**EXERCISE PROMPT:** Note every line in the entries that contains the string "dots", and copy it.

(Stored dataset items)

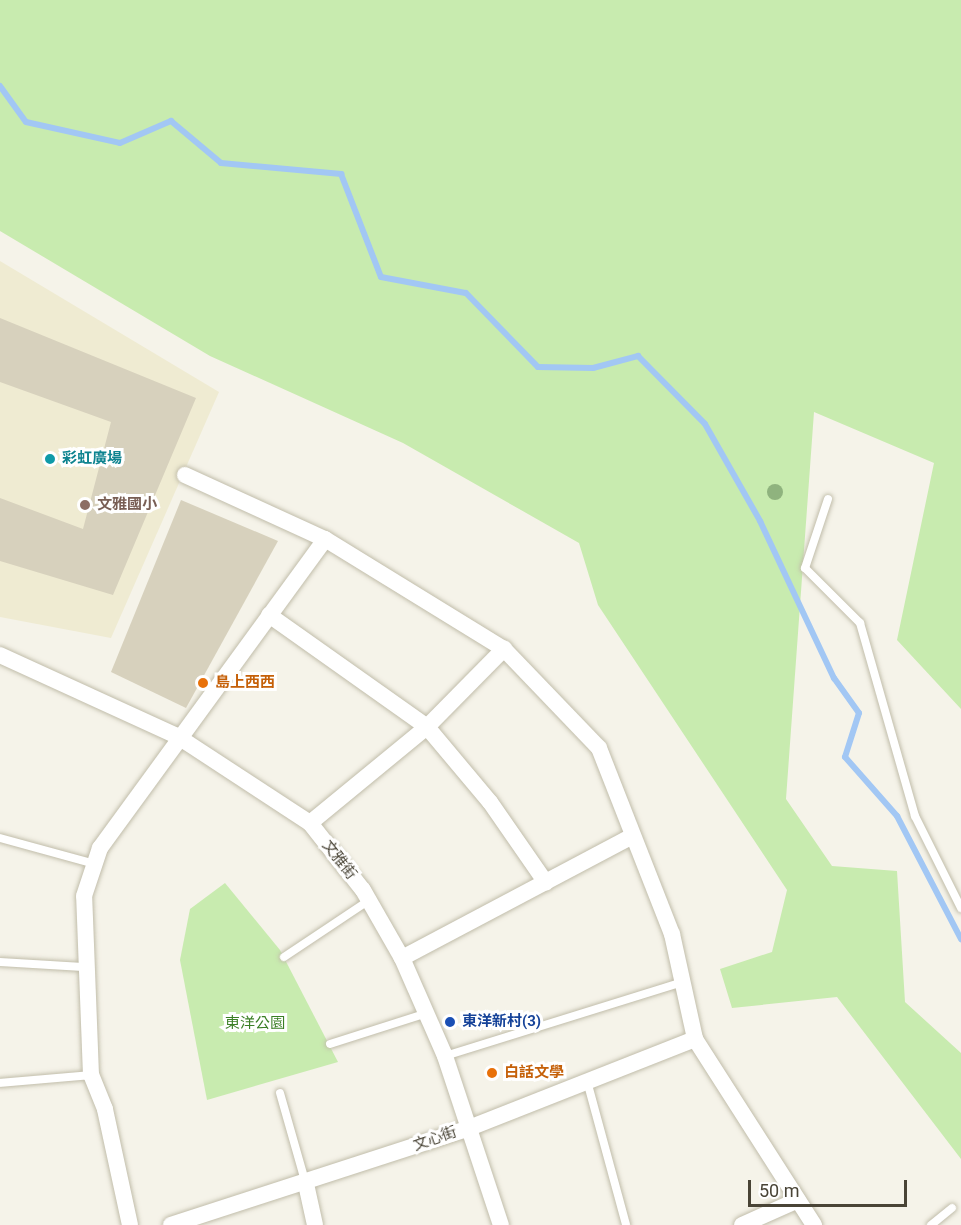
<!DOCTYPE html>
<meta charset="utf-8">
<style>
body{margin:0}
#map{position:relative;width:961px;height:1225px;overflow:hidden;background:#f5f3e9;font-family:Roboto,"Noto Sans TC",sans-serif}
div>[style]{position:absolute}
[style*='--x']{left:calc(var(--x)*1px);top:calc(var(--y)*1px);width:calc(var(--w)*1px);rotate:calc(var(--a)*1deg)}
.education>*{inset:0;background:#efebd2}
.green>*{inset:0;background:#c8ebaf}
.stream>*{height:6px;margin:-3px;padding:0 3px;transform-origin:3px;border-radius:3px;background:#a2c7f4}
.building>*{inset:0;background:#d7d1bd}
.roads{filter:drop-shadow(0 0 2px #c1bdaa) drop-shadow(0 0 2px #c1bdaa)}
.lane>*{height:8px;margin:-4px;padding:0 4px;transform-origin:4px;border-radius:4px;background:#fff}
.street>*{height:16px;margin:-8px;padding:0 8px;transform-origin:8px;border-radius:8px;background:#fff}
.trees>*{width:16px;height:16px;margin:-8px;border-radius:50%;background:#8fb37e}
.dots>*{width:16px;height:16px;translate:-50% -50%;box-sizing:border-box;border:3px solid #fff;border-radius:50%}
span{translate:-50% -50%;white-space:nowrap;text-align:center;line-height:1.15;-webkit-text-stroke:6px #fff;paint-order:stroke}
.culture-label{font-size:15px;color:#0d838f;font-weight:700}
.left{translate:0 -50%;text-align:left}
.education-label{font-size:15px;color:#785e54;font-weight:700}
.food-label{font-size:15px;color:#c56008;font-weight:700}
.street-label{font-size:15px;color:#494436}
.transit-label{font-size:15px;color:#164399;font-weight:700}
.park-label{font-size:15px;color:#3b7f26}
.scale{position:absolute;left:748px;top:1180px;width:159px;height:27px;box-sizing:border-box;border:3px solid #494436;border-top:0;padding-left:8px;font-size:18px;line-height:21px;white-space:nowrap;color:#494436;-webkit-text-stroke:4px #fff;paint-order:stroke}
</style>
<div id="map">
<div class="education">
<div style="clip-path:polygon(0 261px,219px 392px,111px 638px,0 617px)"></div>
</div>
<div class="green">
<div style="clip-path:polygon(0 0,961px 0,961px 709px,897px 640px,934px 463px,814px 412px,786px 799px,832px 866px,897px 871px,905px 1002px,961px 1053px,961px 1159px,837px 997px,732px 1008px,720px 969px,772px 952px,787px 890px,598px 605px,579px 543px,403px 443px,210px 356px,0 231px)"></div>
<div style="clip-path:polygon(225px 883px,280px 950px,338px 1062px,207px 1100px,180px 960px,190px 909px)"></div>
</div>
<div class="stream">
<div style="--x:0;--y:86;--w:44;--a:54.2"></div>
<div style="--x:26;--y:122;--w:96;--a:12.6"></div>
<div style="--x:120;--y:143;--w:56;--a:-23.3"></div>
<div style="--x:171;--y:121;--w:65;--a:40"></div>
<div style="--x:221;--y:163;--w:121;--a:5.2"></div>
<div style="--x:341;--y:174;--w:110;--a:68.8"></div>
<div style="--x:381;--y:277;--w:86;--a:10.7"></div>
<div style="--x:466;--y:293;--w:103;--a:45.8"></div>
<div style="--x:538;--y:367;--w:55;--a:1"></div>
<div style="--x:593;--y:368;--w:47;--a:-14.9"></div>
<div style="--x:638;--y:356;--w:95;--a:45.4"></div>
<div style="--x:705;--y:424;--w:112;--a:60.4"></div>
<div style="--x:760;--y:521;--w:174;--a:64.8"></div>
<div style="--x:834;--y:678;--w:43;--a:54.5"></div>
<div style="--x:859;--y:713;--w:46;--a:107.7"></div>
<div style="--x:845;--y:757;--w:79;--a:48.6"></div>
<div style="--x:897;--y:816;--w:139;--a:62.5"></div>
</div>
<div class="building">
<div style="clip-path:polygon(0 318px,196px 398px,113px 595px,0 561px,0 498px,83px 529px,111px 422px,0 382px)"></div>
<div style="clip-path:polygon(181px 500px,278px 541px,186px 708px,111px 672px)"></div>
</div>
<div class="roads">
<div class="lane">
<div style="--x:828;--y:499;--w:73;--a:108.4"></div>
<div style="--x:805;--y:568;--w:78;--a:45"></div>
<div style="--x:860;--y:623;--w:201;--a:74.1"></div>
<div style="--x:915;--y:816;--w:103;--a:63.4"></div>
<div style="--x:0;--y:838;--w:98;--a:15.3"></div>
<div style="--x:284;--y:957;--w:101;--a:-33.7"></div>
<div style="--x:0;--y:962;--w:83;--a:3.4"></div>
<div style="--x:330;--y:1044;--w:102;--a:-17.7"></div>
<div style="--x:445;--y:1056;--w:249;--a:-17.3"></div>
<div style="--x:587;--y:1081;--w:149;--a:74.8"></div>
<div style="--x:0;--y:1083;--w:91;--a:-5"></div>
<div style="--x:280;--y:1093;--w:95;--a:74.1"></div>
<div style="--x:931;--y:1225;--w:27;--a:-39"></div>
</div>
<div class="street">
<div style="--x:185;--y:475;--w:154;--a:24.6"></div>
<div style="--x:325;--y:539;--w:210;--a:31.6"></div>
<div style="--x:504;--y:649;--w:137;--a:46.2"></div>
<div style="--x:599;--y:748;--w:200;--a:68.6"></div>
<div style="--x:672;--y:934;--w:107;--a:77.6"></div>
<div style="--x:695;--y:1039;--w:221;--a:57.4"></div>
<div style="--x:269;--y:615;--w:194;--a:35.3"></div>
<div style="--x:427;--y:727;--w:98;--a:50"></div>
<div style="--x:490;--y:802;--w:98;--a:55.3"></div>
<div style="--x:0;--y:655;--w:195;--a:24.6"></div>
<div style="--x:177;--y:736;--w:159;--a:33.2"></div>
<div style="--x:310;--y:823;--w:85;--a:51.7"></div>
<div style="--x:363;--y:890;--w:78;--a:60.2"></div>
<div style="--x:402;--y:958;--w:107;--a:66.3"></div>
<div style="--x:445;--y:1056;--w:178;--a:71.7"></div>
<div style="--x:310;--y:823;--w:151;--a:-39.4"></div>
<div style="--x:427;--y:727;--w:110;--a:-45.4"></div>
<div style="--x:402;--y:958;--w:260;--a:-27.9"></div>
<div style="--x:306;--y:1184;--w:42;--a:77.6"></div>
<div style="--x:130;--y:1225;--w:119;--a:-102.2"></div>
<div style="--x:105;--y:1109;--w:37;--a:-112"></div>
<div style="--x:91;--y:1075;--w:179;--a:-92.2"></div>
<div style="--x:84;--y:896;--w:51;--a:-71.6"></div>
<div style="--x:100;--y:848;--w:382;--a:-53.9"></div>
<div style="--x:171;--y:1225;--w:313;--a:-18"></div>
<div style="--x:469;--y:1128;--w:243;--a:-21.5"></div>
<div style="--x:742;--y:1225;--w:61;--a:-24.1"></div>
</div>
</div>
<div class="trees">
<div style="left:775px;top:492px"></div>
</div>
<div class="dots">
<div style="left:50px;top:459px;background:#0f9aa8"></div>
<div style="left:85px;top:505px;background:#8d6e63"></div>
<div style="left:203px;top:683px;background:#e8710a"></div>
<div style="left:450px;top:1022px;background:#1a4fb4"></div>
<div style="left:492px;top:1073px;background:#e8710a"></div>
</div>
<div class="culture-label">
<span class="left" style="left:62px;top:459px">彩虹廣場</span>
</div>
<div class="education-label">
<span class="left" style="left:97px;top:505px">文雅國小</span>
</div>
<div class="food-label">
<span class="left" style="left:215px;top:683px">島上西西</span>
<span class="left" style="left:504px;top:1073px">白話文學</span>
</div>
<div class="street-label">
<span style="left:339px;top:860px;rotate:52deg">文雅街</span>
<span style="left:435px;top:1139px;rotate:-19deg">文心街</span>
</div>
<div class="transit-label">
<span class="left" style="left:462px;top:1022px">東洋新村(3)</span>
</div>
<div class="park-label">
<span style="left:255px;top:1024px">東洋公園</span>
</div>
<div class="scale">50 m</div>
</div>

**ANSWER TO THIS PROBLEM:**
.dots>*{width:16px;height:16px;translate:-50% -50%;box-sizing:border-box;border:3px solid #fff;border-radius:50%}
<div class="dots">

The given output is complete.